My dad got a Droid for Christmas last year. I guess it was about time—he’s been toting around a five-pound Nokia since 1997—but it still kind of perplexes me that my 66-year-old father has a cooler phone than I do. I spent Christmas morning envying the sexagenarian as he sat next to the tree fandangling away on his touch screen.
The night I returned to my Village A apartment after vacation, though, my dad sent me a text that quelled some of that resentment: “Had pork loin with fennel and rosemary polenta from your Ina Garten book. Yummmm. Love, Old Guy.” The next night he sent another: “Just made a spectacular stew with ginger coconut milk and lime and deliciousness. Wish you were here.” It wasn’t Shakespeare, but these simple notes made me feel like I was still partly connected to the magic of home, even though I was back in the salad line at Chez Leo. Since then, every few days, he sends me a two to three line text, updating me on anything from his tennis game (“Won both our sets tonight, including come from behind 4-2 to win 6-4. Sleep well”) to my cat’s antics (“Frolic mews regards”).

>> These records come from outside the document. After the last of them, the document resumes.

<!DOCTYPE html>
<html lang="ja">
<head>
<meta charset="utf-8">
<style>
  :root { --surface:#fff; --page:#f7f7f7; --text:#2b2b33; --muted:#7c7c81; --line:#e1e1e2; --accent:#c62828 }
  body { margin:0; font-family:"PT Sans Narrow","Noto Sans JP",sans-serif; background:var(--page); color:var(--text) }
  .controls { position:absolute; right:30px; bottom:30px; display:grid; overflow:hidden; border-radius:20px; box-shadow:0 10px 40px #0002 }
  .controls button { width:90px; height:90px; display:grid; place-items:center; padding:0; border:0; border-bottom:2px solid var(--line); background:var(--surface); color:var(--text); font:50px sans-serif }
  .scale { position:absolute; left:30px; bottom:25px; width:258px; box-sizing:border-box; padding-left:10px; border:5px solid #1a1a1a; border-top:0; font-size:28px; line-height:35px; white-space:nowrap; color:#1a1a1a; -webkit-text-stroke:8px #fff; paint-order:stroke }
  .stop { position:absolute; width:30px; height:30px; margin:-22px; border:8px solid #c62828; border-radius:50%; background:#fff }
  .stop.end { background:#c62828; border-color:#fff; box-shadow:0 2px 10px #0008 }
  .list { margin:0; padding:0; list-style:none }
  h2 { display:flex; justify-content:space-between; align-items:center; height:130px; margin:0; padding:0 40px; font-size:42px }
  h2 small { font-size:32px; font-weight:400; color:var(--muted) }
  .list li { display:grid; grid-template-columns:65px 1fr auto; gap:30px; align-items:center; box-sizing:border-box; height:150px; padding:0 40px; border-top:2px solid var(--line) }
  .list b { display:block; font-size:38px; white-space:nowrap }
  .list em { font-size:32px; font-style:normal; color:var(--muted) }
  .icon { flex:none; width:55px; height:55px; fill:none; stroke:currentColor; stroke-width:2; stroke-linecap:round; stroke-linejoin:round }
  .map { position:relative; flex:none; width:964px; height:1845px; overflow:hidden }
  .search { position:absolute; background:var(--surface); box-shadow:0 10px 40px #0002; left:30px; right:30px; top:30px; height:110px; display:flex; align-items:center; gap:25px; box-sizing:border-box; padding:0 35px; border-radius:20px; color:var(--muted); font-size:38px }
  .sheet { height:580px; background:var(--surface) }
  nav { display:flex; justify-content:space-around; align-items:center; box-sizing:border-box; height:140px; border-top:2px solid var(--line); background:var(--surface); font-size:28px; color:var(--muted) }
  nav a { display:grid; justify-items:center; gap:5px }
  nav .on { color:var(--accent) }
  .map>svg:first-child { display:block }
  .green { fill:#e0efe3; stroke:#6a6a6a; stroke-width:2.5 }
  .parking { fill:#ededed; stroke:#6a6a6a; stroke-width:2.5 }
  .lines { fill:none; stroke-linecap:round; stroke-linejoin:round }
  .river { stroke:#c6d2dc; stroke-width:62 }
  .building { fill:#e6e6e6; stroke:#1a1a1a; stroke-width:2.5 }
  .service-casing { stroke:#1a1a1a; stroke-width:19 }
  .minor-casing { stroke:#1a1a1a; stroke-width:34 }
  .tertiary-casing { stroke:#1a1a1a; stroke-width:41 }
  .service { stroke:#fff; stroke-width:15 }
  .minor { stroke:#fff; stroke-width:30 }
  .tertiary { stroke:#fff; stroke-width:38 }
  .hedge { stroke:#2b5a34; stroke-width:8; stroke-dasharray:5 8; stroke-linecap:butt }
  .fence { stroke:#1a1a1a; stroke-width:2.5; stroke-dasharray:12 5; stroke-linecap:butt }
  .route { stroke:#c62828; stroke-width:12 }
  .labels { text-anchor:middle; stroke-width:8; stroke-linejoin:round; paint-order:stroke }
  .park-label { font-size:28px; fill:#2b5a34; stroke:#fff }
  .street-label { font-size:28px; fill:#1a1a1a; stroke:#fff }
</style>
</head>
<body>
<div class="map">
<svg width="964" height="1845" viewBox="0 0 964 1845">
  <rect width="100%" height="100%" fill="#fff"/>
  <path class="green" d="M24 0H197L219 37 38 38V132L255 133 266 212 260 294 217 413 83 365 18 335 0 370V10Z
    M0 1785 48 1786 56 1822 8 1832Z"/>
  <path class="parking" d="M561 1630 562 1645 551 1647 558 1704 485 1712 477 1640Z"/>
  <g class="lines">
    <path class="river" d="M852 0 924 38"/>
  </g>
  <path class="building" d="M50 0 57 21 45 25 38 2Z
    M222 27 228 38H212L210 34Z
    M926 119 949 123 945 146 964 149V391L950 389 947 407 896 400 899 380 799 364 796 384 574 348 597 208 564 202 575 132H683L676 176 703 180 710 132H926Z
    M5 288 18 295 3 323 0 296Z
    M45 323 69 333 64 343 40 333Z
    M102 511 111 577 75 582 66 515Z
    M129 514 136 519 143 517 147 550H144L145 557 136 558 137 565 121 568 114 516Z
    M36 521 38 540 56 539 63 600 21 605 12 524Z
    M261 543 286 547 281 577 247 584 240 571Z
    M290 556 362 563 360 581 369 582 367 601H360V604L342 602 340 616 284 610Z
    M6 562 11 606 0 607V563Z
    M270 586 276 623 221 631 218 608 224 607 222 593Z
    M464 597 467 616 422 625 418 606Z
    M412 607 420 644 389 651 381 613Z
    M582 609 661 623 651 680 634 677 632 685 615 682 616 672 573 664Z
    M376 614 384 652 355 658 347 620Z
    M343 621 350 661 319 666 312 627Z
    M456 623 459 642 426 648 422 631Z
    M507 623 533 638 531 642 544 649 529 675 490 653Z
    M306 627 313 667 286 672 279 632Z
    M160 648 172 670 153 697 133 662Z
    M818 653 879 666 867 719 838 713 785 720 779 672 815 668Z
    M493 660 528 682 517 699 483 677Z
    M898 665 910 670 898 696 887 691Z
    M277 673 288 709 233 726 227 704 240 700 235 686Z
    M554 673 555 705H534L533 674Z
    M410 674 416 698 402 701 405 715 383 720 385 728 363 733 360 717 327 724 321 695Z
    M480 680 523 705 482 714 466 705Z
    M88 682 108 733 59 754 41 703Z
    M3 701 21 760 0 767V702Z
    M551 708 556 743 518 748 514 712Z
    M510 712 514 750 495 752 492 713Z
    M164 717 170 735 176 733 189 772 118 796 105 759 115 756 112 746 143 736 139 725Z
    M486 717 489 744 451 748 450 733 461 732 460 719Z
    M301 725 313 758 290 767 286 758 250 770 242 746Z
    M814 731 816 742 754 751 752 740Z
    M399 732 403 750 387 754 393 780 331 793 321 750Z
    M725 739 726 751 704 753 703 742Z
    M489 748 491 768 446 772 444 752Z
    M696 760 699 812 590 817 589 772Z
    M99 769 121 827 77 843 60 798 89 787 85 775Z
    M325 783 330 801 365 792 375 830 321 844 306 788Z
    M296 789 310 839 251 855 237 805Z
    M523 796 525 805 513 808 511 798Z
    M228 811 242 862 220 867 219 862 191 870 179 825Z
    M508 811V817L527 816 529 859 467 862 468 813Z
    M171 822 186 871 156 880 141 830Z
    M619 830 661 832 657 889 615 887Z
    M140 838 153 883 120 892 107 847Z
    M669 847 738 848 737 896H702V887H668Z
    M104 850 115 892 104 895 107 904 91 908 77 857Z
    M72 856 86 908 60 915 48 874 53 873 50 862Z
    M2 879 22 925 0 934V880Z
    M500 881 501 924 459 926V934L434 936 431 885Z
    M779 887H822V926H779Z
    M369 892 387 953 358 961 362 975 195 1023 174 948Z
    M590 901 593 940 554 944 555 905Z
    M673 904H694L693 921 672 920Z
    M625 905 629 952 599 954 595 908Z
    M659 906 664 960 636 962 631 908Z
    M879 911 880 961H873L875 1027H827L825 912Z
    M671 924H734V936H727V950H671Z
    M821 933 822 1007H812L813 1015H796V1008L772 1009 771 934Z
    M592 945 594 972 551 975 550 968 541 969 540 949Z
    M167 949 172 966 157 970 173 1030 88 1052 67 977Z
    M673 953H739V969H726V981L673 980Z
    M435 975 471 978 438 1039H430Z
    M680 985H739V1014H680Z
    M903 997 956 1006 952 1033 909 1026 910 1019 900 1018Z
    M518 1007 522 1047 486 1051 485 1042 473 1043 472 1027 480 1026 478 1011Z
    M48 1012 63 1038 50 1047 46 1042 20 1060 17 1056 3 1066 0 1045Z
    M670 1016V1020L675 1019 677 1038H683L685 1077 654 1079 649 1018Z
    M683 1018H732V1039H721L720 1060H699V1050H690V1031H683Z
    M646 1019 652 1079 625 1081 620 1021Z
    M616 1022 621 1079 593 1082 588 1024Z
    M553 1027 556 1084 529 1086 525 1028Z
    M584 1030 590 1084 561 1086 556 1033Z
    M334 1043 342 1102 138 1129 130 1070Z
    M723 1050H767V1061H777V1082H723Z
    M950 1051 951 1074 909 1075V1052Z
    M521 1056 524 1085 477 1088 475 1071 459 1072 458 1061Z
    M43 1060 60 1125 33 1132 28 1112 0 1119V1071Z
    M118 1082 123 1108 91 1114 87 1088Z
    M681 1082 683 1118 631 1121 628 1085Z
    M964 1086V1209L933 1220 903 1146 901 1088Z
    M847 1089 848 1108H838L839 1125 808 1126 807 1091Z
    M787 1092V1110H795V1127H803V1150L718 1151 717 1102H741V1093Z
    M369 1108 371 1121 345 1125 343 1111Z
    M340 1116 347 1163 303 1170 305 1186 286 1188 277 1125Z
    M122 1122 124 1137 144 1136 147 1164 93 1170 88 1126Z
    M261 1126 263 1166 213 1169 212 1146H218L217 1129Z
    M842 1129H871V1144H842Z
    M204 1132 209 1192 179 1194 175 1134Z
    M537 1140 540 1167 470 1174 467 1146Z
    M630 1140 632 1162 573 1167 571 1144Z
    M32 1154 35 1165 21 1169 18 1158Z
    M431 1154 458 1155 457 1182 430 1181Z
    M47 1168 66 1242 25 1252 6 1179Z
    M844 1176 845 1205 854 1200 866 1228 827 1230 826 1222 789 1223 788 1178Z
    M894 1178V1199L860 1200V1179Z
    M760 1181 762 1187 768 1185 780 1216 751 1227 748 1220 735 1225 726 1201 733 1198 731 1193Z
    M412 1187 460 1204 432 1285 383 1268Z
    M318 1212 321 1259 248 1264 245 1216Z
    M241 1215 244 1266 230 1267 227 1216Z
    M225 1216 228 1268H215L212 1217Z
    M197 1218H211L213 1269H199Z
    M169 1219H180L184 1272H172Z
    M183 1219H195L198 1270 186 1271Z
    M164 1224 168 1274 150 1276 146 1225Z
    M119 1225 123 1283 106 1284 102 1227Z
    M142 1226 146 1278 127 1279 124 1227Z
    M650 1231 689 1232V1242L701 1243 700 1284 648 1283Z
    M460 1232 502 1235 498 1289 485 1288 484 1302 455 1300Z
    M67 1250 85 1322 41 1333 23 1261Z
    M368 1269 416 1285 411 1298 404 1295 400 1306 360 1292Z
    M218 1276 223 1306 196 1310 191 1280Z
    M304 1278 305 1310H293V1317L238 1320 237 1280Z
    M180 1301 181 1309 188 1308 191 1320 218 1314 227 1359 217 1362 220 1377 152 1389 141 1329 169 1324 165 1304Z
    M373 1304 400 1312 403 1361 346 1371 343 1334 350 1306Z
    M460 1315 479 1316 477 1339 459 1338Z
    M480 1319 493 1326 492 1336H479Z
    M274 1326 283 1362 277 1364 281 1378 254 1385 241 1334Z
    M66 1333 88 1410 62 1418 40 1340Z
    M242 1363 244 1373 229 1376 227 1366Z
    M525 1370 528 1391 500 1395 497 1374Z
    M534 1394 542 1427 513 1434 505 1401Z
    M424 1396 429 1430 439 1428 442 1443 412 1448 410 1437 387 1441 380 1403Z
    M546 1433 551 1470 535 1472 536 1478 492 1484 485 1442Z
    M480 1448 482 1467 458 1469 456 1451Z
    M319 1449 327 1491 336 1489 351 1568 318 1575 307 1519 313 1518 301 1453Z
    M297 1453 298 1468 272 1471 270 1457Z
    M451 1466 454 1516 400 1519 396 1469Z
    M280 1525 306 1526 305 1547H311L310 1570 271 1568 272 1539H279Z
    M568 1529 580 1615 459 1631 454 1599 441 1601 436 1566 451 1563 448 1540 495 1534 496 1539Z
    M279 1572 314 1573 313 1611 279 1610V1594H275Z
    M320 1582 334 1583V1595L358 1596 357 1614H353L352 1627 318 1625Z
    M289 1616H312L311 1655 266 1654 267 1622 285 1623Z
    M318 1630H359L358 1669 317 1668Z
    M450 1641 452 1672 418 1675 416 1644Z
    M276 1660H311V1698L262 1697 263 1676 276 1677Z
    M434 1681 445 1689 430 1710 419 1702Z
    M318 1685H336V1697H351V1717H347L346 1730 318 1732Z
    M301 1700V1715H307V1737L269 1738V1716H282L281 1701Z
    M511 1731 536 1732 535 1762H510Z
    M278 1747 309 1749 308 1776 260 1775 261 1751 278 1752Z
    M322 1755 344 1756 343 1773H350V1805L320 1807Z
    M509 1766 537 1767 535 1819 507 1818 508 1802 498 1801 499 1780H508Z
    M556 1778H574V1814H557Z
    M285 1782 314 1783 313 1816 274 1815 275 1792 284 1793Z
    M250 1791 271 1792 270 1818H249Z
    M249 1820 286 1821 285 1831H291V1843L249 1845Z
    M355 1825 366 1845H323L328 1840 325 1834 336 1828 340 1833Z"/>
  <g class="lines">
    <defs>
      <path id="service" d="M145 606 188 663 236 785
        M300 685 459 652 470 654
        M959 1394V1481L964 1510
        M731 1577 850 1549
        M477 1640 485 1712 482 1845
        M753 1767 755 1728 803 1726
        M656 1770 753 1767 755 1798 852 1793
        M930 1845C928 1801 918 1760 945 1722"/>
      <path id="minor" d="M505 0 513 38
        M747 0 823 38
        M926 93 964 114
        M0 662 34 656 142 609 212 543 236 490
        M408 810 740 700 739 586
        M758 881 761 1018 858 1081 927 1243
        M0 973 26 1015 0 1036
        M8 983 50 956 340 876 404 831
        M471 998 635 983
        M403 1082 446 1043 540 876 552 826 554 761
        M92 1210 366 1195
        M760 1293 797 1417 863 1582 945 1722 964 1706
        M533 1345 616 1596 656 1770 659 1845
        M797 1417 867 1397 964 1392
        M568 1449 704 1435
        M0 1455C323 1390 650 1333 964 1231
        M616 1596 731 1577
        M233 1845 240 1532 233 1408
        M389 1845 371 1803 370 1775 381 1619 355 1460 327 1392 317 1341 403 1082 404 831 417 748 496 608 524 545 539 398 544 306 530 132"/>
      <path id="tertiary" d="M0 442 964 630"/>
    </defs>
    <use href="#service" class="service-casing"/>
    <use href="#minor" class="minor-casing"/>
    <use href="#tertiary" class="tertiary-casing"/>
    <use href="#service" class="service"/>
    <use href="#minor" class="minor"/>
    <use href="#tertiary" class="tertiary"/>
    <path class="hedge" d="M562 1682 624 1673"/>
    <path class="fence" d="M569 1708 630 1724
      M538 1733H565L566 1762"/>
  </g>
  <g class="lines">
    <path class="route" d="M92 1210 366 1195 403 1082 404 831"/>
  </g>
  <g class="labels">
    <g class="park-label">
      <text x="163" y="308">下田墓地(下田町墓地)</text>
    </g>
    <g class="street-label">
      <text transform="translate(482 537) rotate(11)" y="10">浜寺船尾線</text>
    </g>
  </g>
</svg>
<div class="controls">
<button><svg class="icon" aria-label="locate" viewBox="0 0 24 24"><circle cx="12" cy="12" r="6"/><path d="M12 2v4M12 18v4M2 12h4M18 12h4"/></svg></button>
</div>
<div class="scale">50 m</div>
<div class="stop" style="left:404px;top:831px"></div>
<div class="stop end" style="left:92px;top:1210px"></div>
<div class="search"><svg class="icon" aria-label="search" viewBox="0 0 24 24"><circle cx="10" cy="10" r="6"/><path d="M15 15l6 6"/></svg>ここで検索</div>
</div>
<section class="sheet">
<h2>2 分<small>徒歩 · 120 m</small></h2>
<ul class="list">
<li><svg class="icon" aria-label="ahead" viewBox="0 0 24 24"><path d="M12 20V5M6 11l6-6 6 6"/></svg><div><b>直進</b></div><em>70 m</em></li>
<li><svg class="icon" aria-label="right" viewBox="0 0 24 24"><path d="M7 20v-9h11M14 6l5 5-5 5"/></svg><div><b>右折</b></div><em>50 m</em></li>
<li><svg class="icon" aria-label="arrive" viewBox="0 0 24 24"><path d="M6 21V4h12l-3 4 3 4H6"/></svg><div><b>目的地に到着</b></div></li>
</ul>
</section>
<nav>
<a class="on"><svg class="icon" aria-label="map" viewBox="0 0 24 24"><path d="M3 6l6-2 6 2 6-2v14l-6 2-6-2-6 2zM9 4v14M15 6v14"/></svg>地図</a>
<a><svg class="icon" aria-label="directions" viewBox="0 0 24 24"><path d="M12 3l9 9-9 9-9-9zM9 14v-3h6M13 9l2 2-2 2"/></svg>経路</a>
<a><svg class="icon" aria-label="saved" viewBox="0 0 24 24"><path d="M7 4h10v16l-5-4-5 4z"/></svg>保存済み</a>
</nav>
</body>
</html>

It isn’t like I never talked to my parents before my dad upgraded to a sweet phone; I have been on a sporadic conference-call schedule with them since my freshman year of boarding school. However, the conversation usually follows the same routine: they call me, I am extremely busy, they talk, I interject “uh huh” or “wow” when appropriate, I say, “Sorry mom and dad, I have to go,” and that’s it. They may have been saying important, emotive things on the phone all along, but in today’s high-paced, high-stress college atmosphere, it’s almost impossible to pay attention to anything other than our current, immediate, innumerable to-do list.
Today’s tech geniuses have come up with cell phones, email, Gchat, Facebook, Twitter, and thousands of other digital media to accommodate our increasingly frenetic society. My generation keeps up lines of global communication in a way that even George Orwell never could have fathomed. It is nearly impossible to survive out there anymore without a smart phone.
While some studies have shown that the colloquial format of text messages blurs parent-child privacy boundaries and degrades the English language, there are also studies proposing the exact opposite. As Kathleen Yancey writes in her 2004 College Composition and Communication article, “Made Not Only in Words: Composition in a New Key”, with the advent of technological media like blogs taking the place of formal essays, people have demonstrated their ability to discern between formal and informal writing and apply both in their proper settings.
It’s true my dad has zero interest in downloading ringtones or playing GameBoid, but that doesn’t mean he’s ignorant of their place and value. He doesn’t use technology to keep pace with the latest fads—he texts in full sentences and signs the majority of his texts as he would a letter (“Frolic just about has the technique for Turkish coffee down but keeps getting fur balls in the grounds. Happy MLK festivities. Love, Dad.”) But he recognizes that texting solves the problem of the perfunctory parental phone call and texts me because it is the most effective way to stay close despite our physical, and technological, distance. His messages are, for all intents and purposes, the same as the hand-written notes he slipped in my lunchbox every day of grade school. In the midst of the “lol”s and “ttyl”s, parents can still have fully comprehensible, meaningful (“Iran has officially banned the mullet. Love, Dad”) contact with their kids, despite the growing gap in technological-comfort.
There are pitfalls to technological advances, but texting and slang do not have to create an upheaval in our social or linguistic structure. When wielded shrewdly, even Luddites can apply technological advances to keep up with the changing world. If accepting that my dad has more exciting tech gadgets than I do means that I can look forward to messages like, “Oh boy, a new week to explore new things, meet new people, and learn new stuff. Immerse yourself and enjoy!” then I say, “thx 4 the txt dad, i <3 u.”
Purely charming. The tone and diction are in delightful harmony, and the observations are both scientifically accurate and absolutely darling.